(Records supplied Opens)

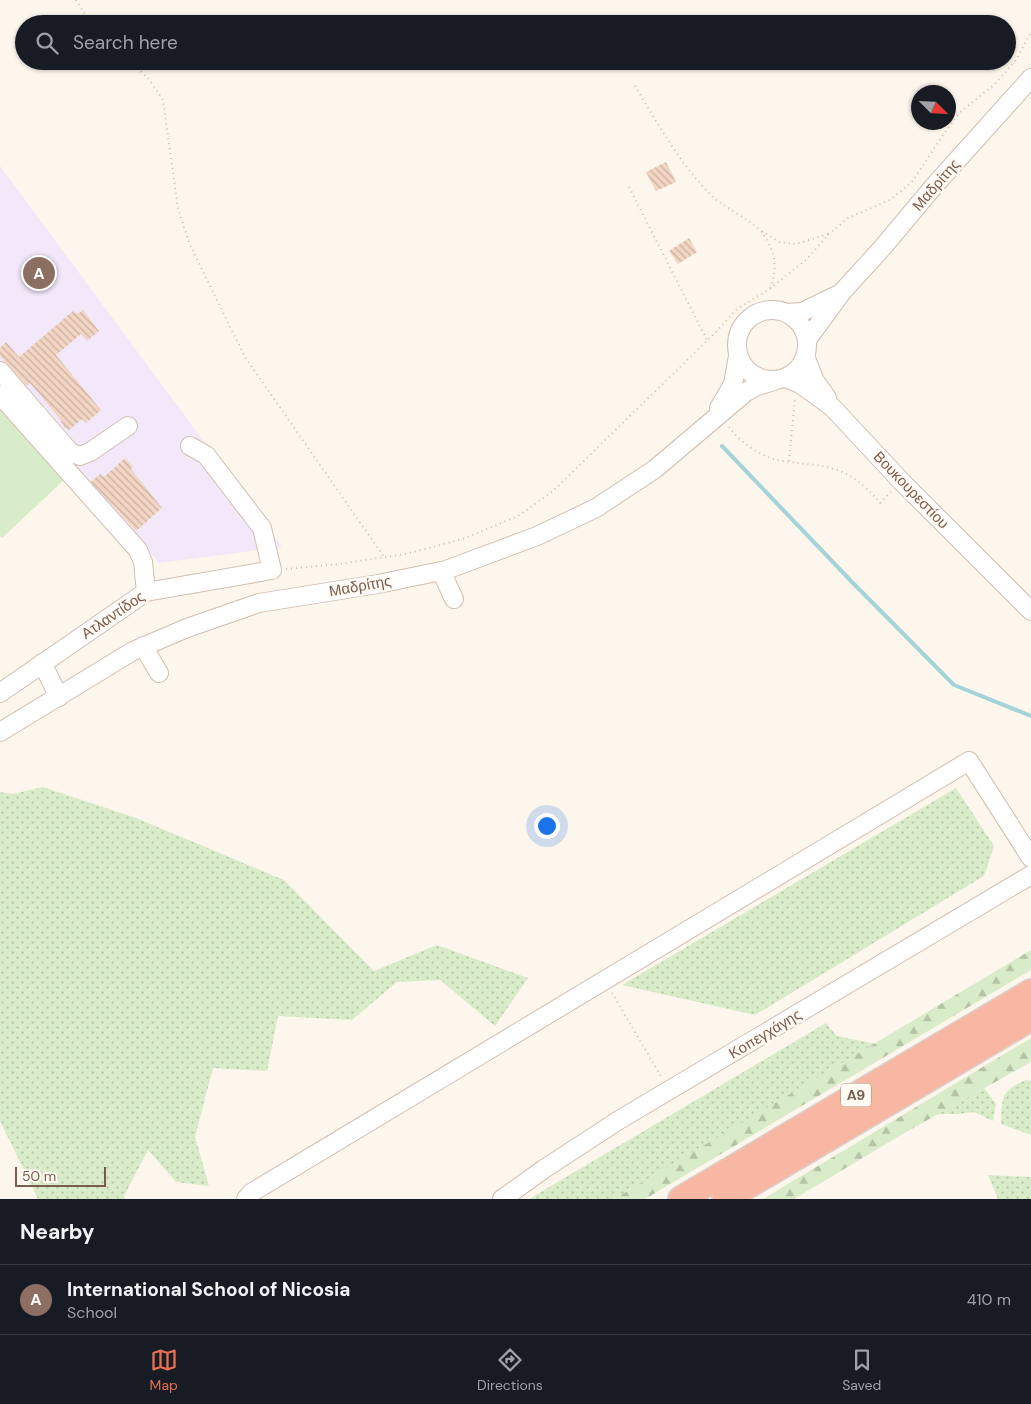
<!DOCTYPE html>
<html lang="en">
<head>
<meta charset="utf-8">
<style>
  body { margin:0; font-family:"DM Sans",sans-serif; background:#20242c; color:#f1f3f6 }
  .compass { position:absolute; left:911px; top:85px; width:45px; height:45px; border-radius:50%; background:#171b24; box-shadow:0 1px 4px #0004; rotate:114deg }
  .scale { position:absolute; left:15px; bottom:12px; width:91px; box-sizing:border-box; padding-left:5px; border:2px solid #7a5c4d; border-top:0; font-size:14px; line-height:18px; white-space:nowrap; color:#7a5c4d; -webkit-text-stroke:4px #fffaf3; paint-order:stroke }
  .you { position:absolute; left:546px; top:825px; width:18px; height:18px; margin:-12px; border:4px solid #fff; border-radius:50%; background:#1a73e8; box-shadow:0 0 0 8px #1a73e833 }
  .badge { display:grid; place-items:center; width:32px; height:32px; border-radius:50%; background:#e76f51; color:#fff; font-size:16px; font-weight:700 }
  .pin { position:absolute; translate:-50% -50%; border:2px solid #fff; box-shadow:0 1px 5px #0006 }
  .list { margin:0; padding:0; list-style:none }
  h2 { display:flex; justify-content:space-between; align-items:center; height:65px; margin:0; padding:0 20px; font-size:21px }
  h2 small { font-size:16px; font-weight:400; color:#9ea1a6 }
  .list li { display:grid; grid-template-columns:32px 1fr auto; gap:15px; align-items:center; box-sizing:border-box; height:70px; padding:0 20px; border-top:1px solid #363941 }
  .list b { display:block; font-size:19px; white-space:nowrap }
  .list p { margin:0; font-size:16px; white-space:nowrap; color:#9ea1a6 }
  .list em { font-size:16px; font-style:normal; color:#9ea1a6 }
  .icon { flex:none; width:28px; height:28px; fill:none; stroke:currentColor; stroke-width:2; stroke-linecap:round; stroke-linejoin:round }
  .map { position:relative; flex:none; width:1031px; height:1199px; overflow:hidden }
  .search { position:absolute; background:#171b24; box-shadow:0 1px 4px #0004; left:15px; right:15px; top:15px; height:55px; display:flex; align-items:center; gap:12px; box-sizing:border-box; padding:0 18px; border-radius:28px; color:#9ea1a6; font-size:19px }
  .sheet { height:135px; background:#171b24 }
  nav { display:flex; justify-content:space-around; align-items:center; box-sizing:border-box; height:70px; border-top:1px solid #363941; background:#171b24; font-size:14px; color:#9ea1a6 }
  nav a { display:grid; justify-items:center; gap:2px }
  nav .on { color:#e76f51 }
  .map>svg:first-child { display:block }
</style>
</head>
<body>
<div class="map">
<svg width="1031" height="1199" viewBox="0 0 1031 1199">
  <defs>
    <pattern id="grass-dots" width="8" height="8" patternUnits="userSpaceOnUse" patternTransform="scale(1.25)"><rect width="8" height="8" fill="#d8ecc9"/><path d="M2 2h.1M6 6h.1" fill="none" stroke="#b4c2a5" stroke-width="1.8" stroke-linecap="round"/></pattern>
    <pattern id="forest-firs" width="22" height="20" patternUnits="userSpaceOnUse" patternTransform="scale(1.25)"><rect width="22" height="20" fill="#d8ecc9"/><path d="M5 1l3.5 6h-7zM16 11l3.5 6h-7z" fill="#b4c2a5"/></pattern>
    <pattern id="building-back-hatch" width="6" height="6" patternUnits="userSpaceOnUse" patternTransform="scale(1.25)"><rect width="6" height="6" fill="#f3d5c3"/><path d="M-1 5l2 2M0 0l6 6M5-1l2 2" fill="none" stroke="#cab0a1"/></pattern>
  </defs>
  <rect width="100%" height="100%" fill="#fdf6ec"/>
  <!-- education -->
  <path fill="#f3e8fa" d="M0 166 282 547 159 563 0 379Z"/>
  <!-- grass -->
  <path fill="url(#grass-dots)" d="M43 787 136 818 284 880 374 971 437 945 528 978 495 1026 440 980 397 982 352 1020 278 1016 267 1071 213 1068 195 1137 209 1186 176 1182 148 1150 124 1196 125 1199H38L0 1121V792L13 794Z
    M956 788 994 846 984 876 755 1015 622 985Z
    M826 1023 837 1036 876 1044 614 1199H529Z
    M1026 1080 1031 1081V1135L1001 1124C1003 1097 999 1092 1026 1080Z
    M984 1088 996 1104 993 1121 974 1112 960 1114H938Z
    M988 1175 1031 1177V1199H998Z"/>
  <!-- forest -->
  <path fill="url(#forest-firs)" d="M1031 950V970L645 1199H614Z
    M1031 1038V1062L901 1135 794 1199H763Z"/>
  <!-- park -->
  <path fill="#d8ecc9" d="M0 407 67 477 2 538 0 536Z"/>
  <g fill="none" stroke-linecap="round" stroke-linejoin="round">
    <!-- stream -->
    <path stroke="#a5d3da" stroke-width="4" d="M722 446 852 582 954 685 1031 716"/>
  </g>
  <!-- building -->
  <path fill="url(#building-back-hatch)" d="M666 162 676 182 656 191 646 172Z
    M689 238 697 252 678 264 669 251Z
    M83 310 99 331 87 341 81 334 56 355 101 410 86 423 82 419 69 430 64 427 60 419 30 383 27 386 0 356V348L6 342 19 357 73 311 78 314Z
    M125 458 133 467 131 469 162 508 136 531 91 482 100 474 104 477Z"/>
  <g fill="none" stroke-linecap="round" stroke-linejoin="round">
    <defs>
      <path id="minor" d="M737 345a35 35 0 1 1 70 0a35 35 0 1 1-70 0Z
        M787 313 802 312 837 295
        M807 340 842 292 883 247 934 186 1031 78
        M805 356 815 381 827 398
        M0 371 70 452 80 456 90 452 128 426
        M785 378 800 384 832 407 902 482 1031 611
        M0 395 138 550 143 562 146 592
        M719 408 733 384 738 356
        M441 571 454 599
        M143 646 159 673
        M42 663 59 697
        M0 693 146 592 272 570 262 528 206 455 190 446
        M0 732 133 651 187 628 259 603 378 584 446 570 537 536 596 508 655 469 746 392 757 386 774 381
        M246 1199 251 1193 969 761 1031 858
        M502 1199 544 1169 619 1120 1031 875"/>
      <path id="highway" d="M681 1199 1031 992
        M725 1199 1031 1018"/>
    </defs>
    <!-- minor casing -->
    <use href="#minor" stroke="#d1beb0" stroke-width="20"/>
    <!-- highway casing -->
    <use href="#highway" stroke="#dad1cd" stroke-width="28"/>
    <!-- path -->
    <path stroke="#d9b8a5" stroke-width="2" stroke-dasharray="1 4" stroke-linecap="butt" d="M76 0 91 24
      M130 61 148 78 163 100 178 209 190 245 245 357 384 557
      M635 86C658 124 681 166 714 198 726 208 756 223 763 234 776 253 777 266 771 288
      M629 187 707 340
      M762 231 779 242 796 244 828 234
      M729 427C739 442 764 459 783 461 801 464 820 464 837 470 855 476 868 489 880 503L892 491
      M789 461 795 399
      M286 569 339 564 406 554 463 539 518 516 553 491 716 332 737 309 771 288 807 259 829 234 848 218 890 200 912 182 943 135 960 112 995 84 1016 60 1031 32
      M612 993 662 1078"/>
    <!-- minor -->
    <use href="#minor" stroke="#fff" stroke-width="18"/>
    <!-- highway -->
    <use href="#highway" stroke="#f7b7a3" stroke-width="25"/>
  </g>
  <g text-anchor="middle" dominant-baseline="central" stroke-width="4.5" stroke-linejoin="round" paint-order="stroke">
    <!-- shield labels -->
    <rect fill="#fffaf3" stroke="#a28b7f" stroke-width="1" x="841" y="1083.5" width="30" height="23" rx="4"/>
    <g font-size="14" font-weight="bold" fill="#7a5c4d">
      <text x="856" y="1095">A9</text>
    </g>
    <!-- street labels -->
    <g font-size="15" fill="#7a5c4d" stroke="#fffaf3">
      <text transform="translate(936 185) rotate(-49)">Μαδρίτης</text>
      <text transform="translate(911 490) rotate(46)">Βουκουρεστίου</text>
      <text transform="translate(360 586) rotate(-10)">Μαδρίτης</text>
      <text transform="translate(113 615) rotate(-34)">Ατλαντίδος</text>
      <text transform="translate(765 1034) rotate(-31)">Κοπεγχάγης</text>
    </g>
  </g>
</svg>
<svg class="compass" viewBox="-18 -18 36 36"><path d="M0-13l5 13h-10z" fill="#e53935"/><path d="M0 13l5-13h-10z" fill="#9ea1a6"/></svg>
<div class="scale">50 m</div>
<div class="you"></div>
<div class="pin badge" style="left:39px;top:273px;background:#8d6e63">A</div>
<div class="search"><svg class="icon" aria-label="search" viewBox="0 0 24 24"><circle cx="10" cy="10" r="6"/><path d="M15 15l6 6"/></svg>Search here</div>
</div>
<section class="sheet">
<h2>Nearby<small></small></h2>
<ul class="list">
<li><span class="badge" style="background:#8d6e63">A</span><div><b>International School of Nicosia</b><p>School</p></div><em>410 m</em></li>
</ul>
</section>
<nav>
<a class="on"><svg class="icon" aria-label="map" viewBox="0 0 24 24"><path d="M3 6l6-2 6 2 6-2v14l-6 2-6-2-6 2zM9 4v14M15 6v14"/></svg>Map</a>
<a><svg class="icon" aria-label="directions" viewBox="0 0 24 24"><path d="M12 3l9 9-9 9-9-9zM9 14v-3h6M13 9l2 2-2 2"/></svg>Directions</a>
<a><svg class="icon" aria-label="saved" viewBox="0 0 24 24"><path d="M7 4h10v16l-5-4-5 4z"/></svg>Saved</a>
</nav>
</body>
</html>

(Records supplied Closes)

What is required:
Go through the entries and return each line where the word "list" appears.

Reply to the task:
  .list { margin:0; padding:0; list-style:none }
  .list li { display:grid; grid-template-columns:32px 1fr auto; gap:15px; align-items:center; box-sizing:border-box; height:70px; padding:0 20px; border-top:1px solid #363941 }
  .list b { display:block; font-size:19px; white-space:nowrap }
  .list p { margin:0; font-size:16px; white-space:nowrap; color:#9ea1a6 }
  .list em { font-size:16px; font-style:normal; color:#9ea1a6 }
<ul class="list">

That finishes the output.